WHAT YOU WILL DO:
Check each line of the entries below for the string "stream"; copy every line where it appears.

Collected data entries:

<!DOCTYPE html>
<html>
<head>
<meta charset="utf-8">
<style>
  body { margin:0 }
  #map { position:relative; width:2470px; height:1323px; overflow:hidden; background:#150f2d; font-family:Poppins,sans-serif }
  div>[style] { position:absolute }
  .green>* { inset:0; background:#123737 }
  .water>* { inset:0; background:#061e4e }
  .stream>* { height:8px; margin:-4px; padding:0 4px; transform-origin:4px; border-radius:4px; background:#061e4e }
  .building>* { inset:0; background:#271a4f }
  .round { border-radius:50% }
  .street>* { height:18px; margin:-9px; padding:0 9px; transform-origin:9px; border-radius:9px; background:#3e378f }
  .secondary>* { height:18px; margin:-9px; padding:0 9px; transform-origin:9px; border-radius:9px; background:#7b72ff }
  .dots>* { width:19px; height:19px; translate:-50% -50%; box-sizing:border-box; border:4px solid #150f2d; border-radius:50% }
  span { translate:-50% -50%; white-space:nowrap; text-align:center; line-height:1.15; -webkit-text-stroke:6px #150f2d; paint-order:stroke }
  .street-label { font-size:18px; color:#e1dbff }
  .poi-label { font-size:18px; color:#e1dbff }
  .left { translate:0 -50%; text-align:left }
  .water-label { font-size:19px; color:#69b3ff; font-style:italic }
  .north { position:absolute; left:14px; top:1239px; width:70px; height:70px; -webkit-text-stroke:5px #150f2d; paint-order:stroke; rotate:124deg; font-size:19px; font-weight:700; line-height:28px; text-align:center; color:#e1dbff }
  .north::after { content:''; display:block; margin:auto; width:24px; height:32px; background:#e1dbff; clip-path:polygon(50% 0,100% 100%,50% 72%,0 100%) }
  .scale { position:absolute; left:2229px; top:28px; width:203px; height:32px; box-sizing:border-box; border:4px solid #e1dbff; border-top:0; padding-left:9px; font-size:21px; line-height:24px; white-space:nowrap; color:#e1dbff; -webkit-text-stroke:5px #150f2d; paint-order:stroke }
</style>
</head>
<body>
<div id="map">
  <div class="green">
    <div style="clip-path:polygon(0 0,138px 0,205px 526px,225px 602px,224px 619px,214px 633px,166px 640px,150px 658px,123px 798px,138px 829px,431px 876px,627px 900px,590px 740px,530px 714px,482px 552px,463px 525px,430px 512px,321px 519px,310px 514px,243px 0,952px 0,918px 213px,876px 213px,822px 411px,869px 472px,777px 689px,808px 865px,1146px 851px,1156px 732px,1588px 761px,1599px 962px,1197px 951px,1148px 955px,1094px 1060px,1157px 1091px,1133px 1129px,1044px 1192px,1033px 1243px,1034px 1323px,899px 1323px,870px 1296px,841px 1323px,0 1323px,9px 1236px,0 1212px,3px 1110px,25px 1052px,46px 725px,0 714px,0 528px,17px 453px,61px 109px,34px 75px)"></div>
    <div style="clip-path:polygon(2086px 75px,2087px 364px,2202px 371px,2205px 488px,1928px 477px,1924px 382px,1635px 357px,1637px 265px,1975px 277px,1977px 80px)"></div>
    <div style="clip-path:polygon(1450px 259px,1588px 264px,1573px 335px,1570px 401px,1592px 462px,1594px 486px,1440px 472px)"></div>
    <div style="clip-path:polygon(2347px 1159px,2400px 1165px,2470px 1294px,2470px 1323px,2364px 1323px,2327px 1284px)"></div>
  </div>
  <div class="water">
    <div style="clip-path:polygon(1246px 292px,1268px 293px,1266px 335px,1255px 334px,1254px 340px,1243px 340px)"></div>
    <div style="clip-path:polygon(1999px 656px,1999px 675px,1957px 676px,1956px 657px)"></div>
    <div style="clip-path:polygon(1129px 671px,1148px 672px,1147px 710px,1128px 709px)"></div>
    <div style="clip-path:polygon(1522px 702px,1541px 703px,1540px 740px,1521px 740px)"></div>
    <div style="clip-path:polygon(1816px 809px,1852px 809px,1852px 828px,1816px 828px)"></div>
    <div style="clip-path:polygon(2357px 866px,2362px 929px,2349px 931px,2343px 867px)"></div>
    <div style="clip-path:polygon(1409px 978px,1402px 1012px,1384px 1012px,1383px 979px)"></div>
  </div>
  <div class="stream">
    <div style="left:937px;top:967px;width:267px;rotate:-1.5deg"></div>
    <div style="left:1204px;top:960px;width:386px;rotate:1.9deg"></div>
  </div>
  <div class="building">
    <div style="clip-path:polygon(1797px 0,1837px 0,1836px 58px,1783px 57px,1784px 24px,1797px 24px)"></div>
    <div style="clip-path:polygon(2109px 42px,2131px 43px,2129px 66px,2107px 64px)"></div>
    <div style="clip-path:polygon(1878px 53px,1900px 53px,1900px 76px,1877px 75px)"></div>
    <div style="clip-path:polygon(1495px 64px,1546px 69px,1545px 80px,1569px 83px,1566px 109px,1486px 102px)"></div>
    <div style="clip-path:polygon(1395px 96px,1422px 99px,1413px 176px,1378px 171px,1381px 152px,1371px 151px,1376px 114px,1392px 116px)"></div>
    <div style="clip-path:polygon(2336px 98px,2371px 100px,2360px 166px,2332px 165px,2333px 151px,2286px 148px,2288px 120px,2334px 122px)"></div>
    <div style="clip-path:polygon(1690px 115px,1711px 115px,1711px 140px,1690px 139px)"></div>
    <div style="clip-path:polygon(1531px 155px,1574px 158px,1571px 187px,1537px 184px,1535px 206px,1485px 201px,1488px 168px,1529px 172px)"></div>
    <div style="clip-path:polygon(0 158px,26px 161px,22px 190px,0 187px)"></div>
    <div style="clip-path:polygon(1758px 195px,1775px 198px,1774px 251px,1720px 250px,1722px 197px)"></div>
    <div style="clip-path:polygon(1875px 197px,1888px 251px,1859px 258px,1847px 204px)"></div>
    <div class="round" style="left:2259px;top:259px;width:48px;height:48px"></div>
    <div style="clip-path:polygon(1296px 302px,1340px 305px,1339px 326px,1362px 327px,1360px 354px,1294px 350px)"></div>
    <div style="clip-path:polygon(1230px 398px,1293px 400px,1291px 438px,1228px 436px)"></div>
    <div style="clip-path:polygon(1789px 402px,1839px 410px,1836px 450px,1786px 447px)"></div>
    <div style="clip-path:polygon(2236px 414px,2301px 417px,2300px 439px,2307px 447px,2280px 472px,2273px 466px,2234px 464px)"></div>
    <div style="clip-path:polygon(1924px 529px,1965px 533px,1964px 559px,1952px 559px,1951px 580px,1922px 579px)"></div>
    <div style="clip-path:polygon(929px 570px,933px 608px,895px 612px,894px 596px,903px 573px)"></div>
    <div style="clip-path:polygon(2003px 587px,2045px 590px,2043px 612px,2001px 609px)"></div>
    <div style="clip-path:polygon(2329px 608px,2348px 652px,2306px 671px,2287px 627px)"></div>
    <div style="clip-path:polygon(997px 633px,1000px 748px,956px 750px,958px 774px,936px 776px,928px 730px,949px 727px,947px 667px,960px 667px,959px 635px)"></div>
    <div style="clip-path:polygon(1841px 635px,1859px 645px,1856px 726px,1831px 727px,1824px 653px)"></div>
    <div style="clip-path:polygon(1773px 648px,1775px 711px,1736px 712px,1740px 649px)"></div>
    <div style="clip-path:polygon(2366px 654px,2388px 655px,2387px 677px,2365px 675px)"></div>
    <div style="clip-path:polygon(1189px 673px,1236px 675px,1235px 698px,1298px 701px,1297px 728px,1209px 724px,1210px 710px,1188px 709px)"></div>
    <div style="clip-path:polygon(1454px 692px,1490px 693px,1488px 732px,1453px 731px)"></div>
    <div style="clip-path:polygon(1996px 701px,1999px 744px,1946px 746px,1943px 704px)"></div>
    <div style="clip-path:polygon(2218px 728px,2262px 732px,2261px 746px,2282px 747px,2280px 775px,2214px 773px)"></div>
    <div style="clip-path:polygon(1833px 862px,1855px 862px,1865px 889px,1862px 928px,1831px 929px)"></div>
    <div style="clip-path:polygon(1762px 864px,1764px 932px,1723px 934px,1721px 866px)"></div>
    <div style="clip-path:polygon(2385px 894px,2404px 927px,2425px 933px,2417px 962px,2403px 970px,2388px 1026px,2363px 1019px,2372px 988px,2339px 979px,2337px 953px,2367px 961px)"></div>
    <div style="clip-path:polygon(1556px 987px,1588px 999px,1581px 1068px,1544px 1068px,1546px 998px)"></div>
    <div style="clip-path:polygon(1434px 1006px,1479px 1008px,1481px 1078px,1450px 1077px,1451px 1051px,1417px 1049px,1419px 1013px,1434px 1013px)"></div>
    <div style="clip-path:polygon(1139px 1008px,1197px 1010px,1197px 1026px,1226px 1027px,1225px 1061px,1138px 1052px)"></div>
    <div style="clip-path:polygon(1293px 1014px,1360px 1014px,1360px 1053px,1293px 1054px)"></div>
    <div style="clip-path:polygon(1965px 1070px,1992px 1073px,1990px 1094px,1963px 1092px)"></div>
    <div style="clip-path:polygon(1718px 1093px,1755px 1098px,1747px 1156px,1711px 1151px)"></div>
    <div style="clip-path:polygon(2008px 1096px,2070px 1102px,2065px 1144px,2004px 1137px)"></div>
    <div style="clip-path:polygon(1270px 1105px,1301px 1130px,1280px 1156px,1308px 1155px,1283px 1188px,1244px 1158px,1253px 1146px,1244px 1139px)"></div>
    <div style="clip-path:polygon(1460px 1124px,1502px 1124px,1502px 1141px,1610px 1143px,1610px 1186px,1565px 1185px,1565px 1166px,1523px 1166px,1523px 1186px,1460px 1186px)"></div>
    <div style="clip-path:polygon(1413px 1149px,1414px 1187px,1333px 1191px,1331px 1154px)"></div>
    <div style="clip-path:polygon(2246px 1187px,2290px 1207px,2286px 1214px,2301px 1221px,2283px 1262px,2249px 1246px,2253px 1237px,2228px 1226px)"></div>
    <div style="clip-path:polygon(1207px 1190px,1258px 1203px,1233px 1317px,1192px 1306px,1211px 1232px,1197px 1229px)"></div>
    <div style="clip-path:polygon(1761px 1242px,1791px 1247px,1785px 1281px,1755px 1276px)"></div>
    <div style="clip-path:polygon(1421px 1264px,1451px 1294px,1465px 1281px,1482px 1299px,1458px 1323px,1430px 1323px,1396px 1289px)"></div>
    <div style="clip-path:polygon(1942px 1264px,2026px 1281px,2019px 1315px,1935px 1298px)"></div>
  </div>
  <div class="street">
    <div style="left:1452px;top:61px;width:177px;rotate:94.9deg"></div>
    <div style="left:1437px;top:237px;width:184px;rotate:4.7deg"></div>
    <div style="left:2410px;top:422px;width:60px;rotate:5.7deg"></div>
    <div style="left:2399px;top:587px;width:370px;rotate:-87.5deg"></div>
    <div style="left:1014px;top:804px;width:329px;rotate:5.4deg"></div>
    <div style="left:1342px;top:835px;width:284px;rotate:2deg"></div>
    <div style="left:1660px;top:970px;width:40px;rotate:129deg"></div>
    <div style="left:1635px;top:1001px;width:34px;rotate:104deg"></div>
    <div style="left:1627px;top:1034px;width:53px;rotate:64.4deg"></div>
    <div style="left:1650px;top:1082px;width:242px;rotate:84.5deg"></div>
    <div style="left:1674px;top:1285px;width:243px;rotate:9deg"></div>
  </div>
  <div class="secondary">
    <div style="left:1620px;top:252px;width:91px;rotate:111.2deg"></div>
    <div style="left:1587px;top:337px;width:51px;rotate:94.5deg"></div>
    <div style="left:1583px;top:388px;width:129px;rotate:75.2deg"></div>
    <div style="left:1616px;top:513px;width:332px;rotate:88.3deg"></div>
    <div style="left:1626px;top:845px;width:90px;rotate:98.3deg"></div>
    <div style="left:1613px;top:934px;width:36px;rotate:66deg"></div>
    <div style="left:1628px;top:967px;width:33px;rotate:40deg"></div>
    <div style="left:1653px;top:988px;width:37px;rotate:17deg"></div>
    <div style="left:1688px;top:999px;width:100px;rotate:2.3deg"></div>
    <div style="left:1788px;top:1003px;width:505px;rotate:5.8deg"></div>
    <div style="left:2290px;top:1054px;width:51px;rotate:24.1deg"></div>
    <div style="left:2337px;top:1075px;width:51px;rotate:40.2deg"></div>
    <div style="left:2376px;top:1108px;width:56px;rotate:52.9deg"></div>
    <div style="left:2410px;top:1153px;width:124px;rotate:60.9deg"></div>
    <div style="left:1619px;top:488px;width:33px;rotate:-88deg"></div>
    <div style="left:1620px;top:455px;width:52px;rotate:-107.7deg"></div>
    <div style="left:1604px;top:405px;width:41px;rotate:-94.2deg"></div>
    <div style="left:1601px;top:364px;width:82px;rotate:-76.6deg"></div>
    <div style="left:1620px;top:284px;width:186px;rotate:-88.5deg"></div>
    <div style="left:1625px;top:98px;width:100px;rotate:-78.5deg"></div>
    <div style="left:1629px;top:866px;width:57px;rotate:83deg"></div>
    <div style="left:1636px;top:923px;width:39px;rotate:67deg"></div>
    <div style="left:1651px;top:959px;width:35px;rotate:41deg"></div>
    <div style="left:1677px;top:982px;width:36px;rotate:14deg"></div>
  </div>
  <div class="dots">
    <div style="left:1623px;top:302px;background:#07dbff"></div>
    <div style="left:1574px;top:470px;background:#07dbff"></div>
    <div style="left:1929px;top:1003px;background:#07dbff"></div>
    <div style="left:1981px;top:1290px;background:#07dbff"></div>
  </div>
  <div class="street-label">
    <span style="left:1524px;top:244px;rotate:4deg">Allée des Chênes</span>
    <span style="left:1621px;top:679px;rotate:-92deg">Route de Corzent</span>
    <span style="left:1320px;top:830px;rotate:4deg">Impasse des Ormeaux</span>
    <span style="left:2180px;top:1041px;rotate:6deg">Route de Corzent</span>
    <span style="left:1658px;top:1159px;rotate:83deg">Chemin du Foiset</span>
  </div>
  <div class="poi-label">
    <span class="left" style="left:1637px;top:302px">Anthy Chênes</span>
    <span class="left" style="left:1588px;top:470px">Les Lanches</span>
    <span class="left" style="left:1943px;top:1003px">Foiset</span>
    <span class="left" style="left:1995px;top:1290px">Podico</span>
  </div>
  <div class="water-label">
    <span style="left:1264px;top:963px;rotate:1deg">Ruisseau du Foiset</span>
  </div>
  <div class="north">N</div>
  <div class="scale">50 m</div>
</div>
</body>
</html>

PROBLEM SOLUTION:
  .stream>* { height:8px; margin:-4px; padding:0 4px; transform-origin:4px; border-radius:4px; background:#061e4e }
  <div class="stream">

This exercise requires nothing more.